Last season, 36 running backs scored at least 23.6 fantasy points at a higher PAR than Josh Jacobs. Some of the names are not inspiring: Rex Burkhead, Myles Gaskin, Darrel Williams, Justin Jackson, and Darrell Henderson. With Jacobs’ fifth-year option declined, the Las Vegas Raiders don’t have a strong investment in using him, especially in the back half of the 2022 season. While drafting Zamir White in the fourth round shouldn’t lead to an immediate usurping of the role, Kenyan Drake also projects to return to the Raiders’ backfield. A career-high 12.4% target share for Jacobs might have seemed like a reason for optimism; and yet, he struggled to achieve week-winning ceilings even with the significant absences of Waller, Drake, and Henry Ruggs from the 2021 Raiders offense.
Action Item: Jacobs’ ADP needs to drop outside the top 24 for serious roster consideration. Even then, the opportunity cost is too much for a lack of ceiling.
Antonio Gibson has never been an RB1. With a PAR of 3.3% over his career scoring 23.6 fantasy points, Gibson has had trouble accessing a winner’s ceiling. In fact, 47 running backs have a higher PAR of 23.6 points. For perspective, Christian McCaffrey has scored 23.6 fantasy points at about a PAR of 74%. With J.D. McKissic returning to Washington along with newly drafted Brian Robinson out of Alabama, Gibson’s ceiling and floor are now even more fragile. In fact, McKissic and Brian Robinson are the better-valued RBs for Best Ball with an ADP of RB50 and RB47, respectively, compared to Gibson’s RB15.
Action Item: Antonio Gibson is still the lead RB in the Washington backfield and a back-end RB2 redraft consideration, but compared to his running mates, McKissic is a better value in PPR Best Ball tournaments; Robinson, half-PPR and standard leagues.
The Panthers have all but bungled the start of D.J. Moore’s career as an elite receiver. In 2021, 32 WRs had a higher PAR than D.J. Moore’s 4.5% of weeks scoring 24.7 fantasy points, and 35 WRs had a higher PAR than Moore’s 14.6% of weeks scoring 19.3 fantasy points. D.J. Moore was a league loser last season — despite increasing his target share from 24% to 28% — and being drafted around WR17. In 2022, not much has changed, as Moore’s ADP has remained around WR18. Without an elite quarterback, Moore is stuck in WR3 purgatory.
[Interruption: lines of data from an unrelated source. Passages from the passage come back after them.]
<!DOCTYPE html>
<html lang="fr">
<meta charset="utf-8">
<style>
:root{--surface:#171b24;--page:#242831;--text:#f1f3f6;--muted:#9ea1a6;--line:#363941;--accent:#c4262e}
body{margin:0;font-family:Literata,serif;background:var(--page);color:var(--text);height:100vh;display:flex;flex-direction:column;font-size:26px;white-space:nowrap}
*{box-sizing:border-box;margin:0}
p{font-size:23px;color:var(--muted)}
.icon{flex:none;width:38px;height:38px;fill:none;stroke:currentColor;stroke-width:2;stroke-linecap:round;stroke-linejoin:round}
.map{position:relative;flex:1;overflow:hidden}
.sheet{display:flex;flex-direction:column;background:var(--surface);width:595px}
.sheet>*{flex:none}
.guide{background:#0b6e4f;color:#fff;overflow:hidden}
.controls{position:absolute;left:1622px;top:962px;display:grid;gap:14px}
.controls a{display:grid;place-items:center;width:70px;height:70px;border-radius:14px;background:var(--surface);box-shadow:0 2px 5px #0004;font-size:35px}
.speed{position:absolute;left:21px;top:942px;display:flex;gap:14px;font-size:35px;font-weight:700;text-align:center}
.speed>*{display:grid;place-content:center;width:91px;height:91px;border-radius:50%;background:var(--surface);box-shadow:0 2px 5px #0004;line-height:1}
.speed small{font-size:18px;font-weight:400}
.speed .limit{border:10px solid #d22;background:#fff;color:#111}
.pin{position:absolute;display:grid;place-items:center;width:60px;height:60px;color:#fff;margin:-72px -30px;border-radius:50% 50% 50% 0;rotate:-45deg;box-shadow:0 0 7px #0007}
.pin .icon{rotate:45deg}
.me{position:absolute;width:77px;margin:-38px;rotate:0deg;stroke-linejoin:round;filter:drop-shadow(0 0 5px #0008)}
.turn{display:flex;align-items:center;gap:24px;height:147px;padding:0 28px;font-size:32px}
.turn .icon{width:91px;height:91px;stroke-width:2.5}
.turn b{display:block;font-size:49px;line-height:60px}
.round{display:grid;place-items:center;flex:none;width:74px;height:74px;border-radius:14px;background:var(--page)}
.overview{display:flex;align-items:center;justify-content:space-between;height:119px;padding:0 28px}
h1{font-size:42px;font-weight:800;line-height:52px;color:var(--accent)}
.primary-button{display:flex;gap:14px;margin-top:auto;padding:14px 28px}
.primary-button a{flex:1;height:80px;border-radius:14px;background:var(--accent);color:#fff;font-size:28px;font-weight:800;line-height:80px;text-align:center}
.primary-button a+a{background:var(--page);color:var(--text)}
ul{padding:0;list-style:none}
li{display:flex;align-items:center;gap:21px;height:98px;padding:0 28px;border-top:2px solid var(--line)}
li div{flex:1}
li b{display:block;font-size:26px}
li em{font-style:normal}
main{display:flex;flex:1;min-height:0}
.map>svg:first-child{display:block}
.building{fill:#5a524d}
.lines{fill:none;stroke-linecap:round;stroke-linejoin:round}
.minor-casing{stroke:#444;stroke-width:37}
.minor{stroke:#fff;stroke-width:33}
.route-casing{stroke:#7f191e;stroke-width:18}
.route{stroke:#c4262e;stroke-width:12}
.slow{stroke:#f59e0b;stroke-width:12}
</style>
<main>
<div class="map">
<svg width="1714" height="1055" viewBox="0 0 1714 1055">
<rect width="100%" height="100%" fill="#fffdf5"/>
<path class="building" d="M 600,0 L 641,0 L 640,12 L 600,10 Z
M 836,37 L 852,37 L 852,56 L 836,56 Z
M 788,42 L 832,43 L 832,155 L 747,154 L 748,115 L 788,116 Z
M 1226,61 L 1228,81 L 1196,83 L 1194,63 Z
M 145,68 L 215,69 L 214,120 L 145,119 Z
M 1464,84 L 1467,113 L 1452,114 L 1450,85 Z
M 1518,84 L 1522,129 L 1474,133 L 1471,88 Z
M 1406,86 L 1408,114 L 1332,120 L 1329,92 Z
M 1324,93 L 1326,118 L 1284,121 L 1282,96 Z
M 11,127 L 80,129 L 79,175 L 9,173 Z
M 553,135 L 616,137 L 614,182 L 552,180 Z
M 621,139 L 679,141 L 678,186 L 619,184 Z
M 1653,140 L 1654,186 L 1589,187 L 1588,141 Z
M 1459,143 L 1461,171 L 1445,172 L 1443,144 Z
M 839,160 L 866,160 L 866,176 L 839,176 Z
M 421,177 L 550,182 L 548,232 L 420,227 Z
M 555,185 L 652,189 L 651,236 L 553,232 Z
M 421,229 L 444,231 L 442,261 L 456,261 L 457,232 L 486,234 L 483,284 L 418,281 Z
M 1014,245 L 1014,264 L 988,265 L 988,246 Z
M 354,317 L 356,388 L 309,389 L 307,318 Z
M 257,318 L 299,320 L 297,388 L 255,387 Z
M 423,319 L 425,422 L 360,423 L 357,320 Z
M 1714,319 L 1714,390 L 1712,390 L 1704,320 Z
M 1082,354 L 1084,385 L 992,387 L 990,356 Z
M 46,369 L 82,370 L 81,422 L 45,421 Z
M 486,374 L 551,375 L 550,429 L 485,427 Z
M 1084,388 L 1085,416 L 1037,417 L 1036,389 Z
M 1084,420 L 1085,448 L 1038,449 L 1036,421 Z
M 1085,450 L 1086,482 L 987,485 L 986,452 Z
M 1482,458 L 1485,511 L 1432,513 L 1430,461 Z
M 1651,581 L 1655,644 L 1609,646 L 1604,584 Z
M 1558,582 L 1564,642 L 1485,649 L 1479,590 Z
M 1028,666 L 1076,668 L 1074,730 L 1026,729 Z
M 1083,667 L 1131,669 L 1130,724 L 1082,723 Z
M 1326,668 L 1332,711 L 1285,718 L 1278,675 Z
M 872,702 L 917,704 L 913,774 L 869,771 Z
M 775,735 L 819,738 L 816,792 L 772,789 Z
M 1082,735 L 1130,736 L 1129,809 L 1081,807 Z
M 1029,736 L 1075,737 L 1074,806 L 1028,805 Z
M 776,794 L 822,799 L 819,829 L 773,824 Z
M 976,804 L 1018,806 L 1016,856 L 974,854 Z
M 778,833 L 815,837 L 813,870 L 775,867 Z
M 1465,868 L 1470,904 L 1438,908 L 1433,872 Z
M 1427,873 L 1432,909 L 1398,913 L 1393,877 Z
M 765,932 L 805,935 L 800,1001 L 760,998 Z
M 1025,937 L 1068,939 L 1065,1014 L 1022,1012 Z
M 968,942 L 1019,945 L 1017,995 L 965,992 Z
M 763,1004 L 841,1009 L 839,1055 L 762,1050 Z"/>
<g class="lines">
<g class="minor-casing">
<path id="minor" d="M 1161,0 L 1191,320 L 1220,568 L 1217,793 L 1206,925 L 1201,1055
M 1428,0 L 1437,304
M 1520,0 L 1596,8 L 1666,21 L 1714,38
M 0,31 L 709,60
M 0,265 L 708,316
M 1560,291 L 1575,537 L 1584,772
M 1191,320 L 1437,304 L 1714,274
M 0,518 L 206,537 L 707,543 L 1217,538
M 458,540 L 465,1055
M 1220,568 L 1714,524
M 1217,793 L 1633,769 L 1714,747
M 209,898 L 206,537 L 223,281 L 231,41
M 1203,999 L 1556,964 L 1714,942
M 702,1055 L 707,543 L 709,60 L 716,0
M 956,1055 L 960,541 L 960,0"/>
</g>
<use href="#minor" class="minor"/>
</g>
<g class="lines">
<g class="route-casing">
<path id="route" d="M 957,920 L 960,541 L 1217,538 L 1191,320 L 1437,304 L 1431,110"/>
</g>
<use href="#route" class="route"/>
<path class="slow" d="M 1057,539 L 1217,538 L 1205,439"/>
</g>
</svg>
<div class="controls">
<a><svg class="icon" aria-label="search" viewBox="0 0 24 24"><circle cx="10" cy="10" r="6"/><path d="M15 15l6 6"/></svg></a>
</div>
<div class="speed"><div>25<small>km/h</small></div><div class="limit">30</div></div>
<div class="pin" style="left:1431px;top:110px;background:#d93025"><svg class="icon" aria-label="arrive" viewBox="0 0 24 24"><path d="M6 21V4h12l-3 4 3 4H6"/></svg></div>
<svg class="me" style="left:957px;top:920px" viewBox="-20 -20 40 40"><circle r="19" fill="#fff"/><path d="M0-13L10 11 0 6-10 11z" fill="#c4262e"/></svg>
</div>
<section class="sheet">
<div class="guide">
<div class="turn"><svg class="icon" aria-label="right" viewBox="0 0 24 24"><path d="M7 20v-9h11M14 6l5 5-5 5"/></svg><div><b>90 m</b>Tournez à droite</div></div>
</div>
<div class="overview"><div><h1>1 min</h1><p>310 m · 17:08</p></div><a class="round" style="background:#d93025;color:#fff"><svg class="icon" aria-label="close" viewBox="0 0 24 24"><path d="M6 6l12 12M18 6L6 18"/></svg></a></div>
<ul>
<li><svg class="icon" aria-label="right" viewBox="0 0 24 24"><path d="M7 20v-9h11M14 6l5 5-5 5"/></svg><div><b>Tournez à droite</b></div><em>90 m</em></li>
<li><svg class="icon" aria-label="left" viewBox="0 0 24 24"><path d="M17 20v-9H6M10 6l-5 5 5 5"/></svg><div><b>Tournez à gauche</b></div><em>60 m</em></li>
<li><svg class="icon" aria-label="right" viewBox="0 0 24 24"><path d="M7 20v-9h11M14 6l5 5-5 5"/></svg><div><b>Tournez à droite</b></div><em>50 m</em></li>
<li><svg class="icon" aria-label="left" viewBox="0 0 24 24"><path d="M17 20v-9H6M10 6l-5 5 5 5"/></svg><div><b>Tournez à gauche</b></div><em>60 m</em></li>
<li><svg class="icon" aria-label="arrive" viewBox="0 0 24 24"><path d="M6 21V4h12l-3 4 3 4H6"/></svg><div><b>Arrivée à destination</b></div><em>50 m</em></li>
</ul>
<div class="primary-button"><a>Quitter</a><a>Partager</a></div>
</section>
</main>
Action Item: As long as Sam Darnold (or another unproven signal-caller) is starting in Carolina, D.J. Moore’s value returns better as a WR3 than the mid-WR2 price tag for Best Ball.
Diggs is a classic floor play entering 2022. For the opportunity cost of WR5, Diggs needs to access ceiling more like earlier in his career than consistently producing low-end WR1 numbers as he did in 2021. 15 WRs had a higher PAR than Diggs’ (46.9%) scoring 15.5 fantasy points. In fact, Diggs ranked as WR28 in PAR (4.9%) for weekly scoring of 24.7 fantasy points. Instead, fantasy managers saw Gabriel Davis score 24.7 points at a PAR of 6.3% last season. Even Dawson Knox scored 16.4 fantasy points at a PAR of 28.4%, good enough for TE4 last season. While Emmanuel Sanders and Cole Beasley aren’t expected to return to the Bills, the additions of Khalil Shakir and Jamison Crowder also offer later-round spike week potential.
Action Item: Dawson Knox (ADP TE9), Jamison Crowder (WR65), Isaiah McKenzie (WR90), and Khalil Shakir (WR109+) offer intriguing alternatives to a Stefon Diggs-Josh Allen stack if drafters aren’t willing to pay WR5 cost for Diggs.